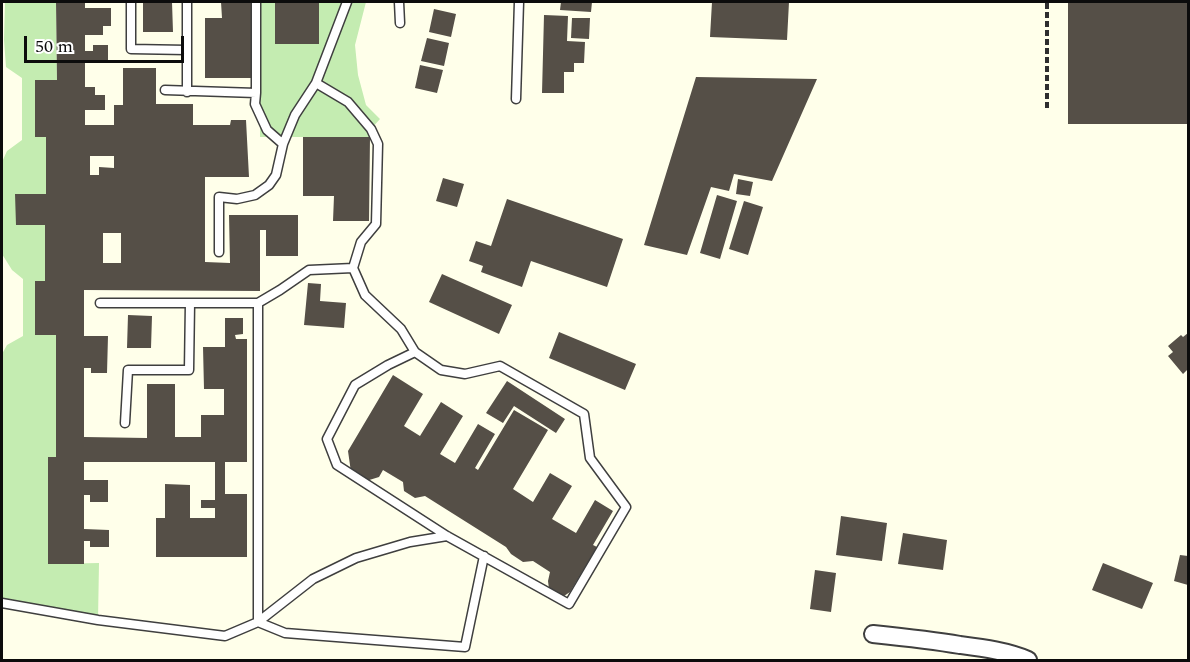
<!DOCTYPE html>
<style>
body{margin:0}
#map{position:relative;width:1190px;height:662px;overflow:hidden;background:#ffffea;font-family:Spectral,serif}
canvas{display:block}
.frame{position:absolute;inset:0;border:3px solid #0c0c0c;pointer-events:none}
.scale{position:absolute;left:24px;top:36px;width:160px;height:27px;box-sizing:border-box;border:3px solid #0c0c0c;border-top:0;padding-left:8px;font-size:18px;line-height:21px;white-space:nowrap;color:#0c0c0c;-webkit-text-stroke:4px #fff;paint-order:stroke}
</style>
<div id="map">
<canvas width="1190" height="662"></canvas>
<div class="frame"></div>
<div class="scale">50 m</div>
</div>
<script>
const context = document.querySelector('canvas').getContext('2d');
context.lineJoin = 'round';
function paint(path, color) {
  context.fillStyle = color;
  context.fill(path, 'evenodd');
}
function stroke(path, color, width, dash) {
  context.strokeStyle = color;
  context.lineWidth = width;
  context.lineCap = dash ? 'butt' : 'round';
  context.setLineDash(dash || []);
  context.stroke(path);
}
const green = new Path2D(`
 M5,2h51l1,78 -22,1v55l11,1v57h-30v31h29v56l-10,1v53h21v122h-8l1,107 50,-1 -1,57 -96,-17v-249l5,-9 16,-9v-57l-11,-9 -10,-16v-92l5,-11 15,-11v-62l-16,-11 -2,-27z
 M260,2h106l-11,43 3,30 8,30 14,14 -9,10 -1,8h-110z`);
const building = new Path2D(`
 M56,2h29v6h26v18h-8v9h-18v16h8v-6h15v15h-23v27h10v8h10v15h-20v15h29v-20h9v-37h33v36h37v21h37l1,-5h15l3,57h-44v85l25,1 -1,-48h69v41h-32v-26h-6v61l-176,-1v46h24l-1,37h-16v-5h-7v69l63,1v-54h28v53h26v-22h23v-26h-20l-1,-42h22v-29h18v16l-8,1 1,4h11v123h-22v32h22v63h-91v-39h9v-34l25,1v33h25v-10h-14v-8h14v-38h-131v18h24v22h-18v-7h-6v34l25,1v17h-19v-6h-6v23h-36v-107h8v-122h-21v-54h10v-56h-29l-1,-31h31v-57h-11v-57h22zM90,156h24v12l-15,-1v8h-9zM103,233h18v30h-18z
 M143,2h29l1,30h-30z
 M221,2h30v76h-46v-60h17z
 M275,2h44v42h-44z
 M561,2h31l-1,10 -31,-2z
 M712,2h77l-2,38 -77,-3z
 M1068,2h120v122h-120z
 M434,9l22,5 -5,23 -22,-5z
 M544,15l24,1 -1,25 18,1 -1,21h-10v9h-10v21h-22z
 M572,18h18l-1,21 -18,-1z
 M427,38l22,5 -5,23 -23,-5z
 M420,65l23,5 -6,23 -22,-5z
 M696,77l121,2 -45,102 -38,-7 -5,17 -18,-4 -24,68 -43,-10z
 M303,137h67l-1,84h-36l1,-25h-31z
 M443,178l21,6 -7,23 -21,-6z
 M738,179l15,3 -3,14 -14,-2z
 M717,195l20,6 -17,58 -20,-6z
 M507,199l116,40 -16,48 -76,-26 -9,26 -41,-15 2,-6 -14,-5 7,-20 15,5z
 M744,201l19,6 -15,48 -19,-6z
 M442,274l70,31 -13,29 -70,-32z
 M308,283l13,1 -1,17 26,2 -2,25 -40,-3z
 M128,315l24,1 -1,32h-24z
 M559,332l77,32 -11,26 -76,-32z
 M1188,333v36l-5,5 -15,-18 5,-4 -5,-6 13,-11 2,2z
 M393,375l30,19 -19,32 16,10 21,-34 22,14 -23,38 15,9 23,-39 17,10 -20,34 3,2 36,-60 34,20 -35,59 20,13 17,-29 22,13 -20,33 24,14 19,-33 18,11 -20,34 4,2 -27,45 -6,4 -15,-7 -1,-8 2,-9 -17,-11 -10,1 -12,-8 -5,-7 -81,-51 -10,2 -11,-7 -1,-9 -20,-12 -4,7 -13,4 -15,-9 -3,-21z
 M507,381l58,38 -9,14 -42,-27 -11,17 -17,-10z
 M841,516l46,7 -5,38 -46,-6z
 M903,533l44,7 -4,30 -45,-6z
 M1180,555l8,1v29l-14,-4z
 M1103,563l50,20 -11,26 -50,-19z
 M815,570l21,3 -5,39 -21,-3z`);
const path = new Path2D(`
 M1047,108v-106`);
const lane = new Path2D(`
 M131,2v47l56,1
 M347,2l-31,81 32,19 23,27 7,15 -2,80 -15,18 -8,26 12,27 36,34 14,23 26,18 24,4 35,-8 84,48 6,44 36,49 -57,97 -122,-68 -110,-71 -10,-26 28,-54 33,-20 27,-13
 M399,2l1,21
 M165,90l91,3v-91
 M187,92v-90
 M256,93l-1,11 12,26 16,14
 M516,99l3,-97
 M219,252v-55l18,2 18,-4 14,-10 7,-10 7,-31 12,-29 21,-32
 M258,303l22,-13 29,-20 44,-2
 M125,423l3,-53h61l1,-67
 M447,536l-37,6 -54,16 -43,21 -55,43 27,11 180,14 19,-91
 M2,603l96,17 127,16 33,-14v-319h-158`);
const street = new Path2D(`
 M873,634c29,3 58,6 87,11 23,3 47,6 68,15`);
paint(green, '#c4ecb1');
paint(building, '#554f47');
stroke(lane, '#3f3f3f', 11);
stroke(street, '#3f3f3f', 20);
stroke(path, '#2e2e2e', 4, [6, 3]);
stroke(lane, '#fff', 8);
stroke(street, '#fff', 16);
</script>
■ ■ ■ ■ ■
> [WHAT THIS TASK INVOLVES] Look through the material above and print exactly the lines from the one containing "context = document.querySelector('canvas').getContext('2d');" to the one containing "M434,9l22,5 -5,23 -22,-5z", both included, and nothing more.

> [ANSWER SPACE]
const context = document.querySelector('canvas').getContext('2d');
context.lineJoin = 'round';
function paint(path, color) {
  context.fillStyle = color;
  context.fill(path, 'evenodd');
}
function stroke(path, color, width, dash) {
  context.strokeStyle = color;
  context.lineWidth = width;
  context.lineCap = dash ? 'butt' : 'round';
  context.setLineDash(dash || []);
  context.stroke(path);
}
const green = new Path2D(`
 M5,2h51l1,78 -22,1v55l11,1v57h-30v31h29v56l-10,1v53h21v122h-8l1,107 50,-1 -1,57 -96,-17v-249l5,-9 16,-9v-57l-11,-9 -10,-16v-92l5,-11 15,-11v-62l-16,-11 -2,-27z
 M260,2h106l-11,43 3,30 8,30 14,14 -9,10 -1,8h-110z`);
const building = new Path2D(`
 M56,2h29v6h26v18h-8v9h-18v16h8v-6h15v15h-23v27h10v8h10v15h-20v15h29v-20h9v-37h33v36h37v21h37l1,-5h15l3,57h-44v85l25,1 -1,-48h69v41h-32v-26h-6v61l-176,-1v46h24l-1,37h-16v-5h-7v69l63,1v-54h28v53h26v-22h23v-26h-20l-1,-42h22v-29h18v16l-8,1 1,4h11v123h-22v32h22v63h-91v-39h9v-34l25,1v33h25v-10h-14v-8h14v-38h-131v18h24v22h-18v-7h-6v34l25,1v17h-19v-6h-6v23h-36v-107h8v-122h-21v-54h10v-56h-29l-1,-31h31v-57h-11v-57h22zM90,156h24v12l-15,-1v8h-9zM103,233h18v30h-18z
 M143,2h29l1,30h-30z
 M221,2h30v76h-46v-60h17z
 M275,2h44v42h-44z
 M561,2h31l-1,10 -31,-2z
 M712,2h77l-2,38 -77,-3z
 M1068,2h120v122h-120z
 M434,9l22,5 -5,23 -22,-5z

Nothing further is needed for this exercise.